It was a dark and stormy night, as I walked the halls of Club Nissen.
A scream rang out.
A man came.
Well, actually, it was a teenager, and I’m the one who screamed, and, truth be told, it wasn’t storming, but it was dark, and I was at home, and I did, in fact, scream. It wasn’t one of those blood curdling screams like in the movie Halloween, it was more like an, eww gross, what the heck is this, sort of holler. But I digress.
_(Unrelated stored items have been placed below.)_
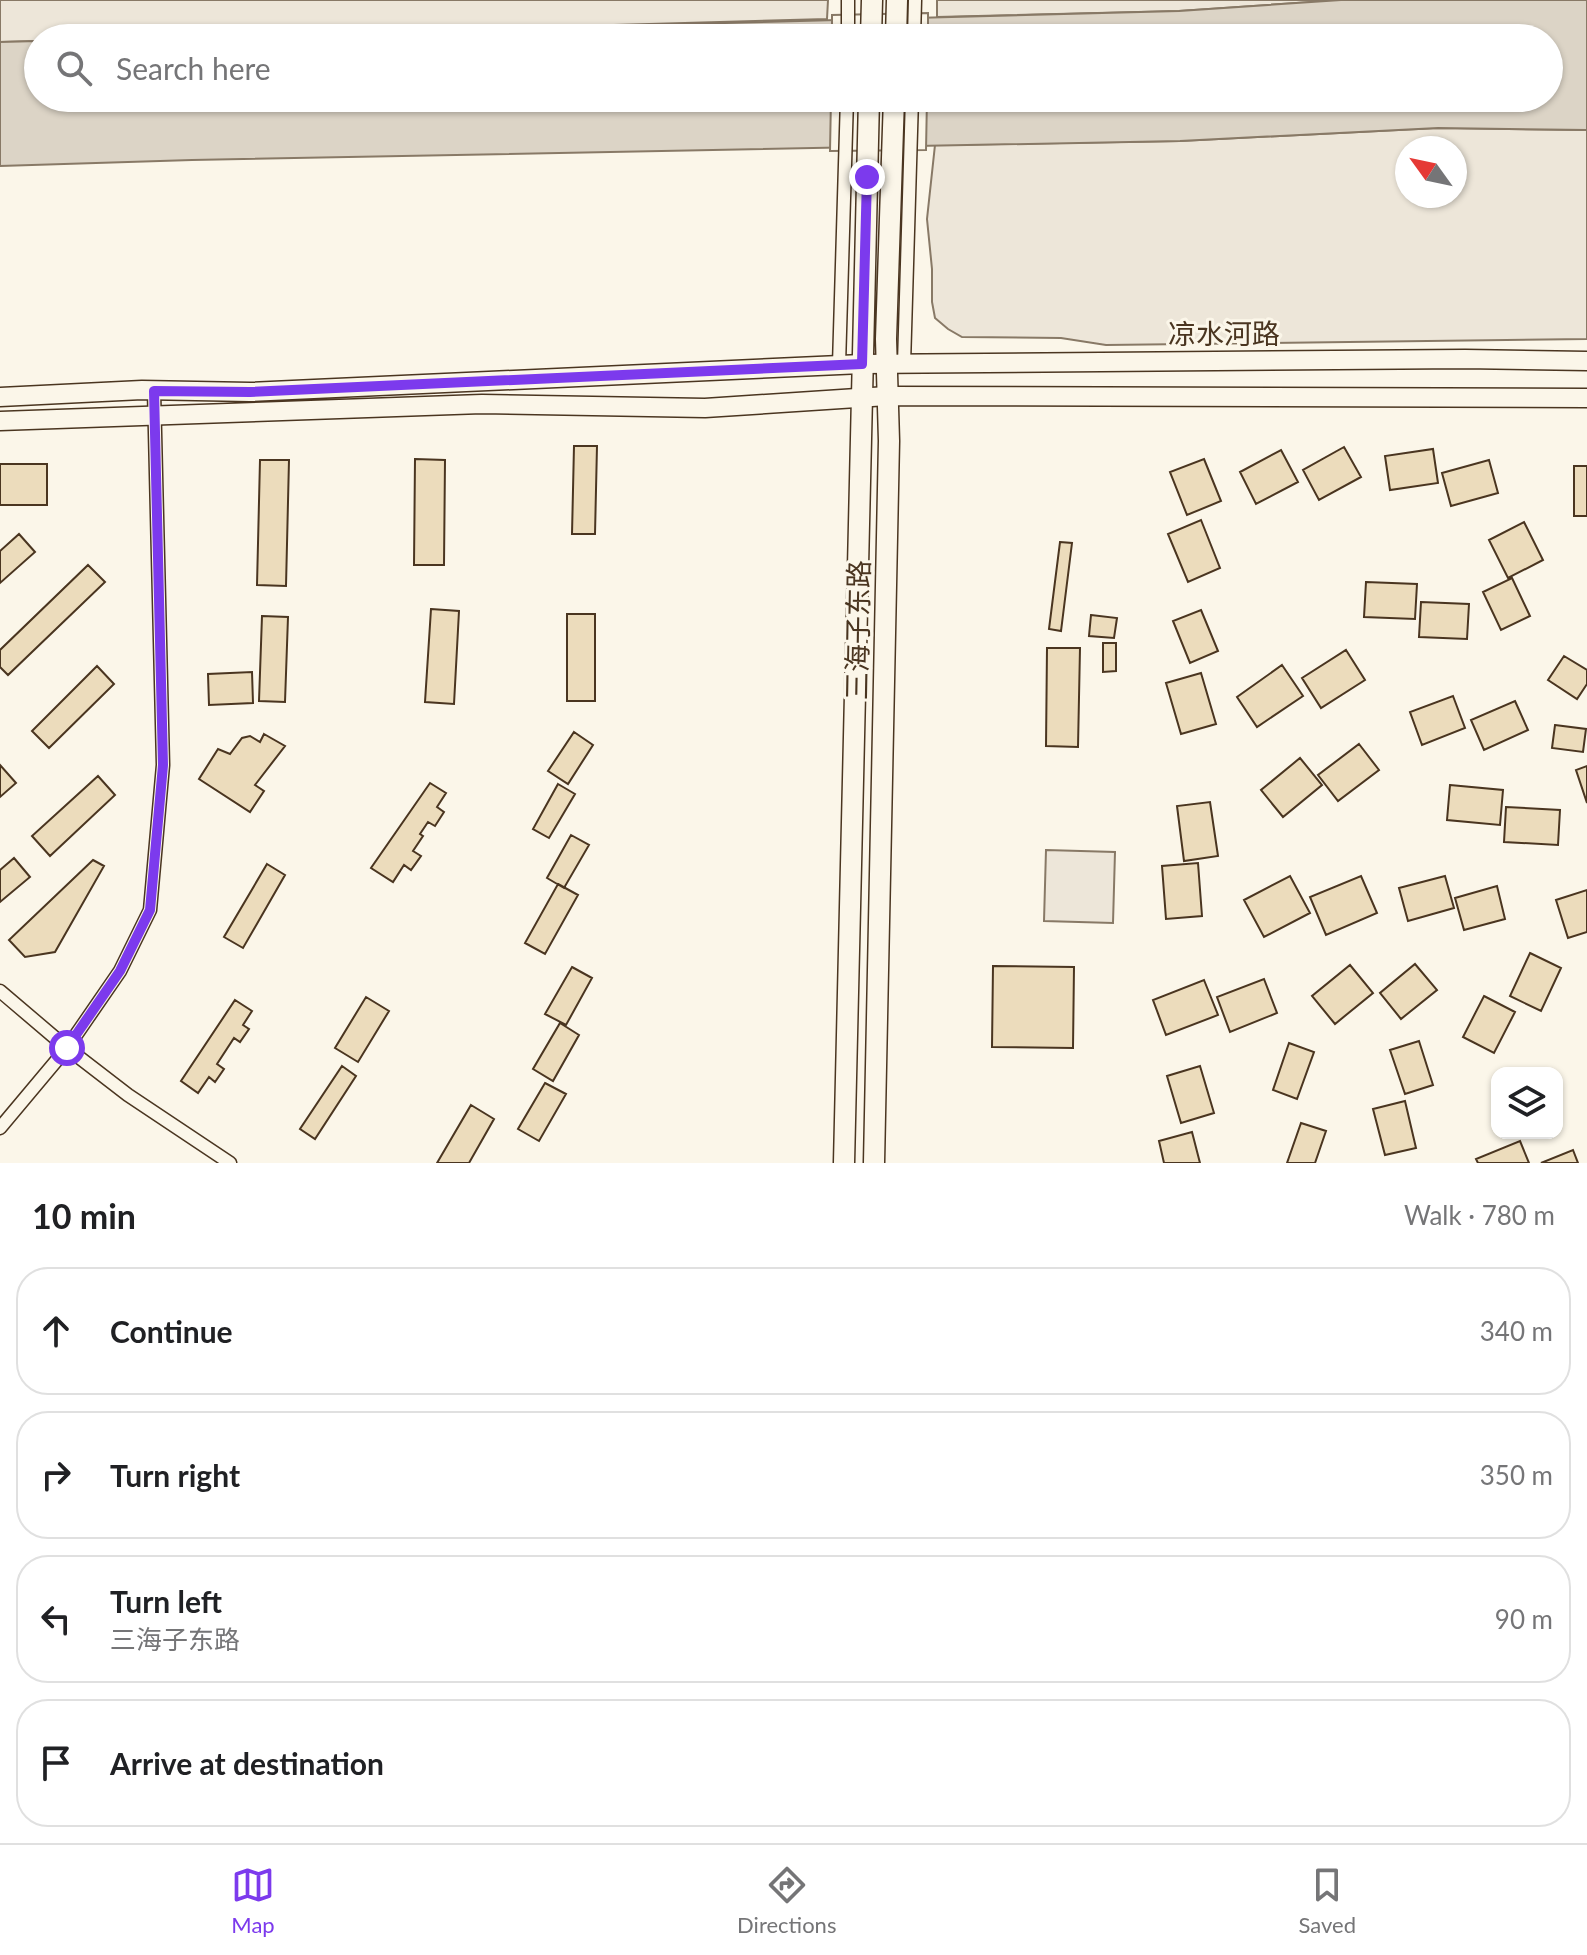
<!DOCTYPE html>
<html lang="en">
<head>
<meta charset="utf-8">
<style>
  body { margin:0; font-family:Lato,"Noto Sans SC",sans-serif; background:#f2f2f2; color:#202124 }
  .controls { position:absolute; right:24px; bottom:24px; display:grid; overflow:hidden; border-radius:16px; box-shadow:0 2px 6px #0004 }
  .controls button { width:72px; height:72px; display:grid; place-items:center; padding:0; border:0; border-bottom:2px solid #e0e0e0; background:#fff; color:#202124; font:40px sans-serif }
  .compass { position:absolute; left:1395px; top:136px; width:72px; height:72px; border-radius:50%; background:#fff; box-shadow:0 2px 6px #0004; rotate:303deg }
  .stop { position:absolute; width:24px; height:24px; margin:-18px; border:6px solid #7c3aed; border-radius:50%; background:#fff }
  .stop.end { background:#7c3aed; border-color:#fff; box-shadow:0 2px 8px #0008 }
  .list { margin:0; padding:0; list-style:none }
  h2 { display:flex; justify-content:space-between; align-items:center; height:104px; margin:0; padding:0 32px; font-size:34px }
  h2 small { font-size:26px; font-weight:400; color:#757577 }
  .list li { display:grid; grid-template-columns:52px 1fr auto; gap:24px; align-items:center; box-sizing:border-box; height:128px; margin:0 16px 16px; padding:0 16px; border:2px solid #e0e0e0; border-radius:32px }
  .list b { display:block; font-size:30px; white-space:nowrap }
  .list p { margin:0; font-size:26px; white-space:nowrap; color:#757577 }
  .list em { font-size:26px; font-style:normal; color:#757577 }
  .icon { flex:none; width:44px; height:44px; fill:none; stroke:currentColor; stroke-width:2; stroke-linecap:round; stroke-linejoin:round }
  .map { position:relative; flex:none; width:1587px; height:1163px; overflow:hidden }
  .search { position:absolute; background:#fff; box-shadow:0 2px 6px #0004; left:24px; right:24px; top:24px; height:88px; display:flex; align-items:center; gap:20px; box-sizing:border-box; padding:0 28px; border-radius:44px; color:#757577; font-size:30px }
  .sheet { height:680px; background:#fff }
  nav { display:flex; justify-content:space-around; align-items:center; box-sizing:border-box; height:112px; border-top:2px solid #e0e0e0; background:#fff; font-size:22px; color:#757577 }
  nav a { display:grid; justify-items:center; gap:4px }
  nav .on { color:#7c3aed }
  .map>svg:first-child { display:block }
</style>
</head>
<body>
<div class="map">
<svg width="1587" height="1163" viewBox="0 0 1587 1163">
  <rect width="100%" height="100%" fill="#fbf6e9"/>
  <!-- green -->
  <path fill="#ede6d9" stroke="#887966" stroke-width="2" fill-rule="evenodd" d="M 0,0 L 828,0 L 827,19 L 149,38 L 38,38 L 38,41 L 0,42 Z
    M 937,0 L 1341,0 L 1179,11 L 937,17 Z
    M 1438,128 L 1587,130 L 1587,339 L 1106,345 L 1061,338 L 962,337 L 948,329 L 935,318 L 932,302 L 932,269 L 927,219 L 935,145 L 1180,141 ZM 1407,148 L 1455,148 L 1455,196 L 1407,196 Z
    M 1046,850 L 1115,852 L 1113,923 L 1044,921 Z"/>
  <!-- water -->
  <path fill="#dcd4c6" stroke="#887966" stroke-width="2" d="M 1341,0 L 1587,0 L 1587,130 L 1438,128 L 1180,141 L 192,160 L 0,166 L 0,42 L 38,41 L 38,98 L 1549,98 L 1549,38 L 149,38 L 1179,11 Z"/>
  <!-- pier -->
  <path fill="#fbf6e9" stroke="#887966" stroke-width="2" d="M 928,13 L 928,38 L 832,38 L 832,15 Z
    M 831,98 L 927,98 L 926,150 L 830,151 Z"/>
  <!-- building -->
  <path fill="#ecdcbc" stroke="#4a3520" stroke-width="2" d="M 574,446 L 597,446 L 595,534 L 572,534 Z
    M 1344,447 L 1361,477 L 1319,500 L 1303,470 Z
    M 1433,449 L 1438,483 L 1390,490 L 1385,456 Z
    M 1281,450 L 1298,482 L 1256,504 L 1240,472 Z
    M 415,459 L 445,460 L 444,565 L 414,565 Z
    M 1204,459 L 1221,501 L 1187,515 L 1170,472 Z
    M 260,460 L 289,460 L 286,586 L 257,585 Z
    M 1489,460 L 1498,493 L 1451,506 L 1442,473 Z
    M 0,464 L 47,464 L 47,505 L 0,505 Z
    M 1574,466 L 1587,466 L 1587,516 L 1574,516 Z
    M 1201,520 L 1220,568 L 1188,582 L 1168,534 Z
    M 1524,522 L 1543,560 L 1508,578 L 1489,540 Z
    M 19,534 L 35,552 L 0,583 L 0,551 Z
    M 1060,542 L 1072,543 L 1061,631 L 1049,629 Z
    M 88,565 L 105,582 L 8,675 L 0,667 L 0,650 Z
    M 1512,578 L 1530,616 L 1501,630 L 1483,592 Z
    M 1366,582 L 1417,584 L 1415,619 L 1364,617 Z
    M 1421,602 L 1469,604 L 1467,639 L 1419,637 Z
    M 431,609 L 459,611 L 454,704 L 425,702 Z
    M 1201,610 L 1218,651 L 1190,663 L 1173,621 Z
    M 567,614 L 595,614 L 595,701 L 567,701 Z
    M 1091,615 L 1117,618 L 1114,638 L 1089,636 Z
    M 262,616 L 288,617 L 285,702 L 259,701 Z
    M 1103,643 L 1116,643 L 1116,671 L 1103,672 Z
    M 1047,648 L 1080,648 L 1078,747 L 1046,746 Z
    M 1346,650 L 1365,680 L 1321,708 L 1302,678 Z
    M 1564,656 L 1587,670 L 1587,684 L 1577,699 L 1548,680 Z
    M 1282,665 L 1303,696 L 1257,727 L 1237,697 Z
    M 97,666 L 114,684 L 49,748 L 32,731 Z
    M 252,672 L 253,703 L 209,705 L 208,674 Z
    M 1201,673 L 1216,724 L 1181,734 L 1166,683 Z
    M 1453,696 L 1465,728 L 1422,745 L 1410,712 Z
    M 1515,701 L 1528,730 L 1484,750 L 1471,720 Z
    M 1555,725 L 1586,729 L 1583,752 L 1552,748 Z
    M 574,732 L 593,745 L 568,784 L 548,771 Z
    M 264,734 L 285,746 L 255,785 L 264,791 L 250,812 L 199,779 L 218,749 L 230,754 L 242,738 L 250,736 L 260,742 Z
    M 1359,744 L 1379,770 L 1338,801 L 1318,775 Z
    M 1300,758 L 1322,785 L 1283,817 L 1261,790 Z
    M 0,765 L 16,783 L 0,797 Z
    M 1587,766 L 1587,803 L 1576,770 Z
    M 98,776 L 115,795 L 50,856 L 32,836 Z
    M 430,783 L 446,793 L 437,807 L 444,812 L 435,826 L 428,822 L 420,834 L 423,836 L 413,851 L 421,856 L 411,870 L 404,865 L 393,882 L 371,868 Z
    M 558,784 L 575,794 L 549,838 L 533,829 Z
    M 1450,785 L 1503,790 L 1500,825 L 1447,820 Z
    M 1210,802 L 1218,856 L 1184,861 L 1177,806 Z
    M 1506,807 L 1560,810 L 1558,845 L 1504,842 Z
    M 571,835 L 589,845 L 564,888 L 547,878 Z
    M 14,858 L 30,877 L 0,902 L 0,870 Z
    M 93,860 L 104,866 L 55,952 L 25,957 L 9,940 Z
    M 1198,863 L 1202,916 L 1166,919 L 1162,866 Z
    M 267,864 L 285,875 L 243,948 L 224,937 Z
    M 1290,876 L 1310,913 L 1264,937 L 1244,900 Z
    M 1361,876 L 1377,913 L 1326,935 L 1310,897 Z
    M 1445,876 L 1454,908 L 1408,921 L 1399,888 Z
    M 558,884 L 578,895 L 545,954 L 525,943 Z
    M 1497,886 L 1505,919 L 1464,930 L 1455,898 Z
    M 1587,890 L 1587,932 L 1568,938 L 1556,900 Z
    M 1530,953 L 1561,968 L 1541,1011 L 1510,996 Z
    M 1415,964 L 1437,990 L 1401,1019 L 1380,993 Z
    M 1350,965 L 1373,993 L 1335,1024 L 1312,996 Z
    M 993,966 L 1074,967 L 1073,1048 L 992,1047 Z
    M 572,967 L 592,978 L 566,1025 L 545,1014 Z
    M 1264,979 L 1277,1013 L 1230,1032 L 1217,997 Z
    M 1204,980 L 1218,1015 L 1166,1035 L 1153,1000 Z
    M 1484,996 L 1515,1012 L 1494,1053 L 1463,1037 Z
    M 366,997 L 389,1011 L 358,1062 L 335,1048 Z
    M 235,1000 L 252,1011 L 243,1025 L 249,1029 L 240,1042 L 234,1038 L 217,1064 L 224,1069 L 215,1082 L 209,1077 L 198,1093 L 181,1081 Z
    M 560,1023 L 579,1035 L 553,1081 L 533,1069 Z
    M 1419,1041 L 1433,1085 L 1405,1094 L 1390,1050 Z
    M 1289,1043 L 1314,1052 L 1297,1099 L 1273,1090 Z
    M 342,1066 L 356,1076 L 315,1139 L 300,1129 Z
    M 1200,1066 L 1214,1113 L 1181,1123 L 1167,1076 Z
    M 545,1083 L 566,1094 L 539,1141 L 518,1129 Z
    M 1405,1101 L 1416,1148 L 1385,1155 L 1373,1109 Z
    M 471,1105 L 494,1119 L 469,1163 L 437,1163 Z
    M 1301,1123 L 1326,1131 L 1315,1163 L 1287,1163 Z
    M 1192,1132 L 1200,1163 L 1164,1163 L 1159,1141 Z
    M 1520,1141 L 1529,1163 L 1478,1163 L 1476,1159 Z
    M 1573,1150 L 1578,1163 L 1541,1163 Z"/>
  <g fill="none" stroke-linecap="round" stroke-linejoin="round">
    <defs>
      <path id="street" d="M 848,38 L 848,0
        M 914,38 L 915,0
        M 904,364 L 912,98
        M 839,365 L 847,98
        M 0,991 L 67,1048 L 128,1095 L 230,1163
        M 0,1128 L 67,1048 L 120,971 L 150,910 L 163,765 L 154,391"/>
      <path id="secondary" d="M 0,397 L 142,390 L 250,392 L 862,364 L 1465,359 L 1587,361
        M 0,421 L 482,404 L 705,408 L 887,396 L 1587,398"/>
      <path id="primary" d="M 871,38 L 872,0
        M 896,38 L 897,0
        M 844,1163 L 869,98
        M 874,1163 L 889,441 L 886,339 L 894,98"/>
    </defs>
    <!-- street casing -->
    <use href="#street" stroke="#4a3520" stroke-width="15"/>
    <!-- secondary casing -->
    <use href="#secondary" stroke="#4a3520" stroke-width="21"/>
    <!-- primary casing -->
    <use href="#primary" stroke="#4a3520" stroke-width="23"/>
    <!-- street -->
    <use href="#street" stroke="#fbf6e9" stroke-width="12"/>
    <!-- secondary -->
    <use href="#secondary" stroke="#fbf6e9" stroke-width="18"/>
    <!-- primary -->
    <use href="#primary" stroke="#fbf6e9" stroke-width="20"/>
  </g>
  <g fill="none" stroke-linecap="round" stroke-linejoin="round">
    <!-- route -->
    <path stroke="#7c3aed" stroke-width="10" d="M 67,1048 L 120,971 L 150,910 L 163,765 L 154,391 L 250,392 L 862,364 L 867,177"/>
  </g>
  <g text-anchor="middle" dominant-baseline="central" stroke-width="6" stroke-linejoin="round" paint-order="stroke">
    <!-- street labels -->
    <g font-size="28" fill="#4a3520" stroke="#fbf6e9">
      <text x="1224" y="333">凉水河路</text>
      <text transform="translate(857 630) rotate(-89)">三海子东路</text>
    </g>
  </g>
</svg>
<div class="controls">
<button><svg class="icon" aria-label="layers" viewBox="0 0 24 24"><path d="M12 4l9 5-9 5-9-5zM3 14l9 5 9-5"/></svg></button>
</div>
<svg class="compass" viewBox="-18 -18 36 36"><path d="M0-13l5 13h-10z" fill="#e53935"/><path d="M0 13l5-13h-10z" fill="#757577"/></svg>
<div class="stop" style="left:67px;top:1048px"></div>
<div class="stop end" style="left:867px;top:177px"></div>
<div class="search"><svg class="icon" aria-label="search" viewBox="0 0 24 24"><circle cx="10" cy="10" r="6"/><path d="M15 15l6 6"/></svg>Search here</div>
</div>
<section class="sheet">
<h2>10 min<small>Walk · 780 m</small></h2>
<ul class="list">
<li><svg class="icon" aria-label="ahead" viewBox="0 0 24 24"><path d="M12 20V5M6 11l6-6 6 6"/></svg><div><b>Continue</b></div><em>340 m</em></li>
<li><svg class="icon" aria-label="right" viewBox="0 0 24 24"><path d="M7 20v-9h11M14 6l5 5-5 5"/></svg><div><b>Turn right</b></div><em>350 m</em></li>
<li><svg class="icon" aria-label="left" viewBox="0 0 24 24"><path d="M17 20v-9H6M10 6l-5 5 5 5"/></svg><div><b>Turn left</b><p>三海子东路</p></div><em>90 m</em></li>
<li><svg class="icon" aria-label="arrive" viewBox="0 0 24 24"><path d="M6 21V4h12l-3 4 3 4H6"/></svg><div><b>Arrive at destination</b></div></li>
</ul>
</section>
<nav>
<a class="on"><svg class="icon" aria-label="map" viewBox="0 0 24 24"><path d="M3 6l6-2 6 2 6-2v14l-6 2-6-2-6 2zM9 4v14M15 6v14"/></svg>Map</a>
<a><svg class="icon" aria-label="directions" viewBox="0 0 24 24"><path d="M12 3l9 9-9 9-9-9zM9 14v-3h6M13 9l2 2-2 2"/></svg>Directions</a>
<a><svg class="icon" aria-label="saved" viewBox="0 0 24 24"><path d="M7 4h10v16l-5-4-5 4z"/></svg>Saved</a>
</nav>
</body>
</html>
It was a dark night. The evening settled in and I flipped off the television and lights. Halfway towards my bedroom, I realized I wanted some water. I wandered back to the kitchen, keeping the lights off, and found a cup in the cupboard, stepped two paces to the left and plunged the glass under the water dispenser in the refrigerator. Leaning my right hand on the cool door, I noticed a gritty feeling; the surface had been cleaned with a dirty rag.
I set the glass on the counter and picked up a bottle of Windex and rag while flipping on the lights. Looking for the offending grime, I noticed, almost imperceptibly, it moved. I screamed—or shouted—or swore in some sort of breathtaking manner.
*&%@#+^$@!
My sixteen year old appeared. “What?” he asked in that sleepy but irritated tone in which all uninterested teenagers respond to their mothers.
“Is that dirt moving?”
“What? I don’t see anything.”
“There. See it? Look.” I pressed the button on the fridge door and the area illuminated.
Hundreds, no thousands, of little minuscule creatures lined the outside of the stainless steel door.
The kitchen, now bright, became a combat zone. Every safe-for-stainless product lay on the counter next to rolls of paper towels.
The bugs would not defeat me.
Little did I know, however, their force would be stronger than my midnight resolve. For two hours I sprayed and wiped and sprayed until I realized I must retreat.
I consulted Google: tiny kitchen bugs; tiny white bugs in kitchen; kitchen door crawling with white bugs. Finally I got a hit. Flour mites. “Very tiny little creatures…soft white body…eight legs, except in the larval stage when it has only six legs.”
These practically invisible creepy-crawlies don’t live long but females lay 800 eggs a day. By morning, my refrigerator was swimming in a swarm of flea cousins.
I called the bug guy. He could be there in the afternoon. Once he arrived, he had no advice. Any chemical he could use would ruin my stainless steel and, he added, “I’ve been doing this for over twenty year and I’ve never seen these guys before.”
My day just went from bad to worse.
Wikipedia told me to starve them to death. I gathered all my food from the kitchen and tossed it into the garage freezer or the trash. Then I discovered the solution to my problem. The little guys with pinkish-brown legs couldn’t crawl through WD-40. It didn’t kill them, but who would have thought a little lubricant would make reproducing so difficult.